North American markets swung wildly between positive and negative territory on Tuesday in volatile trading after Wall Street’s rout yesterday heightened concerns that a pull-back from record highs could lead to more heavy losses.

The benchmark Dow Jones industrial average was up 0.3 per cent, or 76 points, to 24,421 in midday trading after losing about 500 points at the opening of trading.

It had lost 1,175 points or 4.6 per cent yesterday — marking its largest daily points drop in its history.

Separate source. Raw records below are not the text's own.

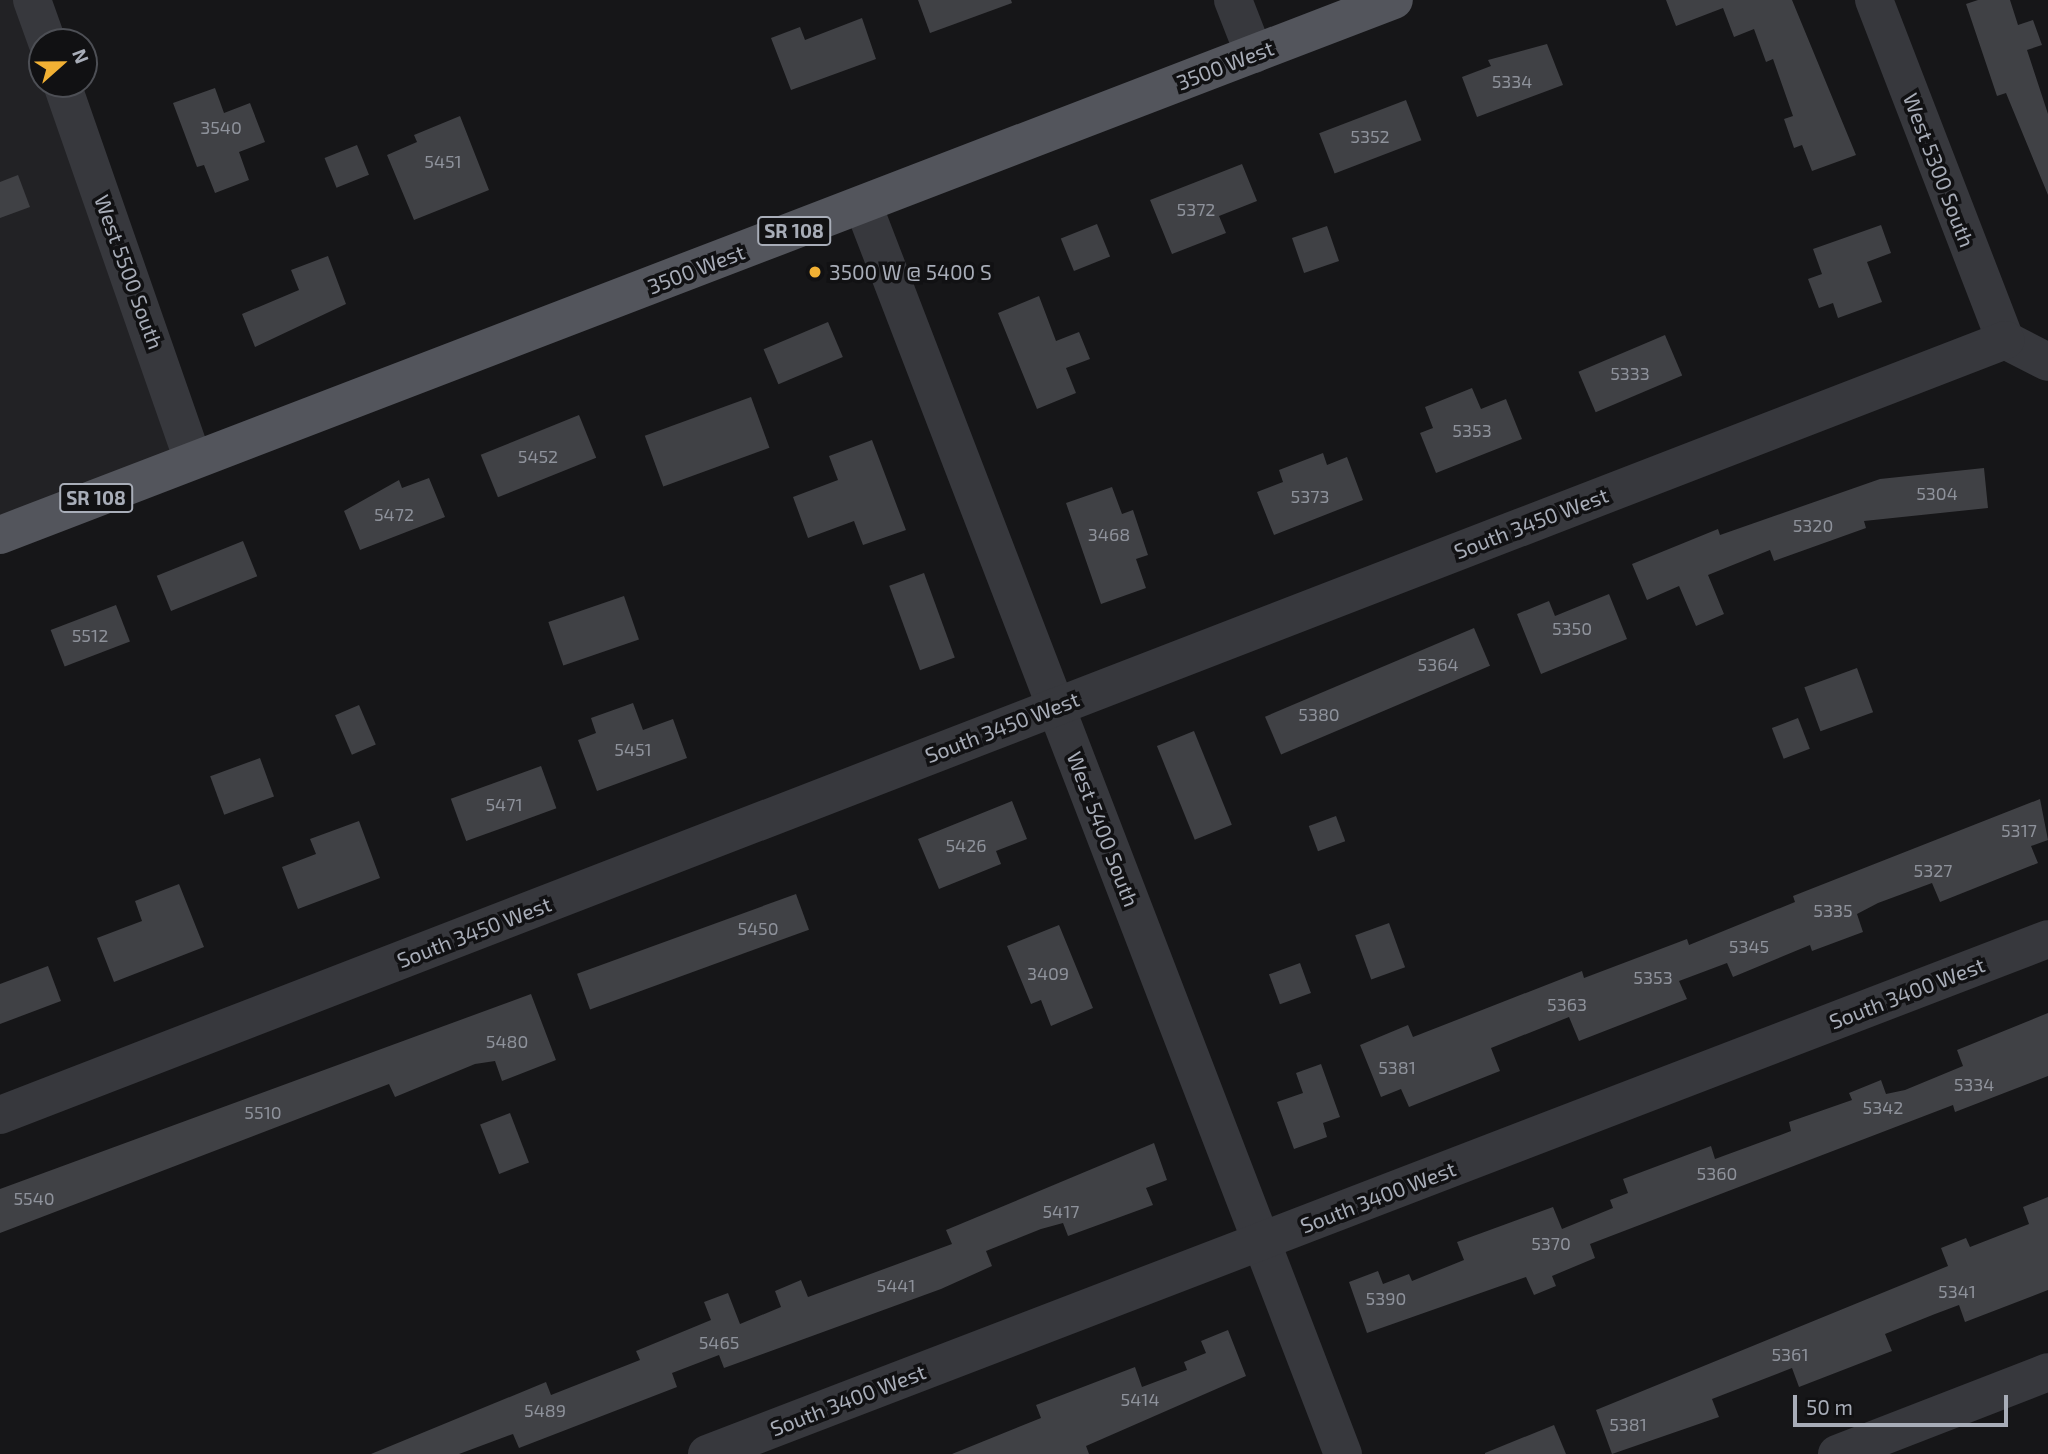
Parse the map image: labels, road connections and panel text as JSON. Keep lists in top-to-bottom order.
{
  "streets": {
    "main road": ["3500 West", "SR 108"],
    "street": [
      "West 5300 South",
      "West 5500 South",
      "South 3450 West",
      "West 5400 South",
      "South 3400 West"
    ]
  },
  "crossings": [
    ["3500 West", "SR 108"],
    ["3500 West", "West 5500 South"],
    ["3500 West", "West 5400 South"],
    ["West 5300 South", "South 3450 West"],
    ["SR 108", "West 5500 South"],
    ["South 3450 West", "West 5400 South"],
    ["West 5400 South", "South 3400 West"]
  ],
  "places": ["3500 W @ 5400 S"],
  "house_numbers": [
    "5334",
    "3540",
    "5352",
    "5451",
    "5372",
    "5333",
    "5353",
    "5452",
    "5304",
    "5373",
    "5472",
    "5320",
    "3468",
    "5350",
    "5512",
    "5364",
    "5380",
    "5451",
    "5471",
    "5317",
    "5426",
    "5327",
    "5335",
    "5450",
    "5345",
    "3409",
    "5353",
    "5363",
    "5480",
    "5381",
    "5334",
    "5342",
    "5510",
    "5360",
    "5540",
    "5417",
    "5370",
    "5441",
    "5341",
    "5390",
    "5465",
    "5361",
    "5414",
    "5489",
    "5381"
  ],
  "scale_bar": "50 m",
  "north": "right"
}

But Benjamin Reitzes of BMO Capital Markets highlighted in a note that while the points decline was a record, “on a percentage basis, it’s the 28th largest drop since 1947.”

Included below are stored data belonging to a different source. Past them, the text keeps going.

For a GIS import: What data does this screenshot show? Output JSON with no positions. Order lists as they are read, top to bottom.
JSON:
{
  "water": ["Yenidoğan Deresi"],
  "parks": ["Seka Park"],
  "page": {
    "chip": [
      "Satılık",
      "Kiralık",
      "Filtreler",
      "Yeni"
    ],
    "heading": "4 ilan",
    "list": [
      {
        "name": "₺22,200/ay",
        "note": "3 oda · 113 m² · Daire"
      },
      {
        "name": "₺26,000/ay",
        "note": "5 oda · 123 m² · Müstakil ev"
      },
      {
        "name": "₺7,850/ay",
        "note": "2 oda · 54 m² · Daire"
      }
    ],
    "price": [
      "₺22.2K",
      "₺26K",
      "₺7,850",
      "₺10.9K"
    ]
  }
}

Meanwhile, the S&P 500 lost 0.4 per cent to 24,191.08 points. Yesterday, it lost 4.1 per cent, which was its biggest daily percentage drop since August 2011.

Both the Dow Jones industrial index, which consists of 30 big U.S. firms, and the S&P 500, which is considered a broader market barometer, had erased their gains for this year on Monday.

The tech-heavy Nasdaq composite fell 0.6 per cent to 6,925.39. All three benchmark indexes had opened lower.

Shares of tech giant Apple boosted the Nasdaq, raising 0.6 per cent in the morning. Shares of high-dividend paying companies in utilities and real estate were among the biggest losers.

Reitzes said that fundamentals certainly were not driving the “market turmoil.” 

“The only data point of the day showed the U.S. non-manufacturing sector started 2018 in robust health,” he said.

“Indeed, while the sharp drop in equities could act as a bit of a headwind for growth, investors should be encouraged by the continued strength in the economic backdrop.” 

Volatility and bonds

The CBOE Volatility index, known as the VIX, which is considered the best gauge of fear and volatility on Wall Street, surged on Tuesday to its highest level since August 2015.

On Monday, the index had its biggest one-day jump in more than two years.  

Meanwhile, investors continued to rush to the safety of government bonds. The yield on the 10-year Treasury note rose to 2.86 per cent — hitting four-year highs again.

As interest rates rise, the value of existing bonds falls, and borrowing to invest becomes more expensive.

Canadian market

Canadian shares continued to decline with its longest stretch of losses since January 2016.

In Toronto, the S&P/TSX composite index was lower by 0.7 per cent at 15,222 points — marking its seventh consecutive day of declines.

The market had closed down 1.7 per cent on Monday, hitting its lowest level since mid-September.

Shares of Canada’s big banks led the declines during the market rout with Toronto-Dominion Bank down almost one per cent, and Royal Bank down 0.7 per cent. 

Oil prices also weighed on the index, with benchmark U.S. crude down 1.3 per cent to $63.33 per barrel.

The Canadian dollar was trading at 79.83 cents US, down from Monday’s average price of 80.11 cents.

The greenback was higher against most major global currencies as investors flocked to its safe-haven appeal.

Another safe haven — gold — was up for the fourth day in the last five, to $1,340 US an ounce.

Around the world

Overall, global markets have lost some $4 trillion US as the benchmark MSCI’s 47-country world index fell nearly eight per cent since Friday.

Asia’s biggest market — Japan’s Nikkei 225 Index — lost 4.7 per cent, while Hong Kong’s Hang Seng plunged over five per cent.

Even mainland China’s Shanghai Composite was not immune to the rout after closing higher on Monday. It lost 3.4 per cent.

In Europe, the benchmark Stoxx 600 was down 2.3 per cent after dropping to its lowest level in six months.